• WHAT YOU SHOULD DO
Leave the images out and repeat the data exactly as given.

━━ DATA PROVIDED ━━

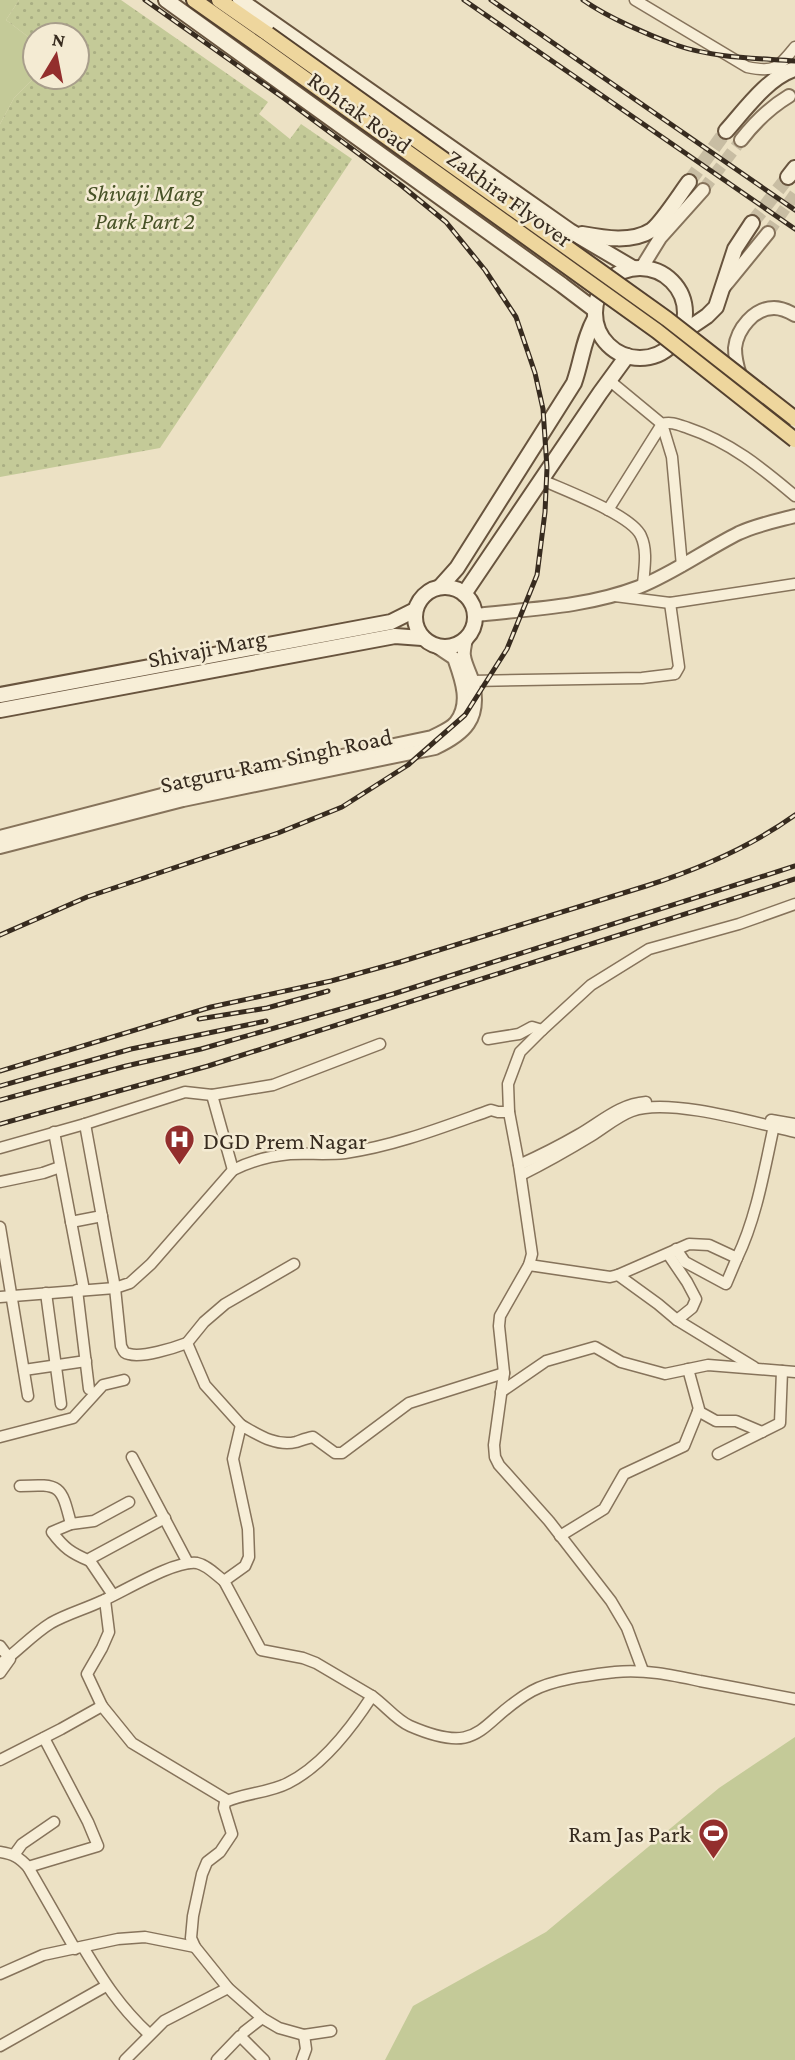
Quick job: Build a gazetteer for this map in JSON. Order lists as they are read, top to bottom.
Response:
{
  "streets": {
    "main road": ["Rohtak Road", "Zakhira Flyover", "Shivaji Marg"],
    "street": ["Satguru Ram Singh Road"]
  },
  "crossings": [
    ["Shivaji Marg", "Satguru Ram Singh Road"]
  ],
  "parks": ["Shivaji Marg Park Part 2"],
  "places": {
    "hospital": ["DGD Prem Nagar"],
    "sports": ["Ram Jas Park"]
  },
  "north": "top"
}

━━━

• RESPONSE BELOW
Quick job: Build a gazetteer for this map in JSON. Order lists as they are read, top to bottom.
Response:
{
  "streets": {
    "main road": ["Rohtak Road", "Zakhira Flyover", "Shivaji Marg"],
    "street": ["Satguru Ram Singh Road"]
  },
  "crossings": [
    ["Shivaji Marg", "Satguru Ram Singh Road"]
  ],
  "parks": ["Shivaji Marg Park Part 2"],
  "places": {
    "hospital": ["DGD Prem Nagar"],
    "sports": ["Ram Jas Park"]
  },
  "north": "top"
}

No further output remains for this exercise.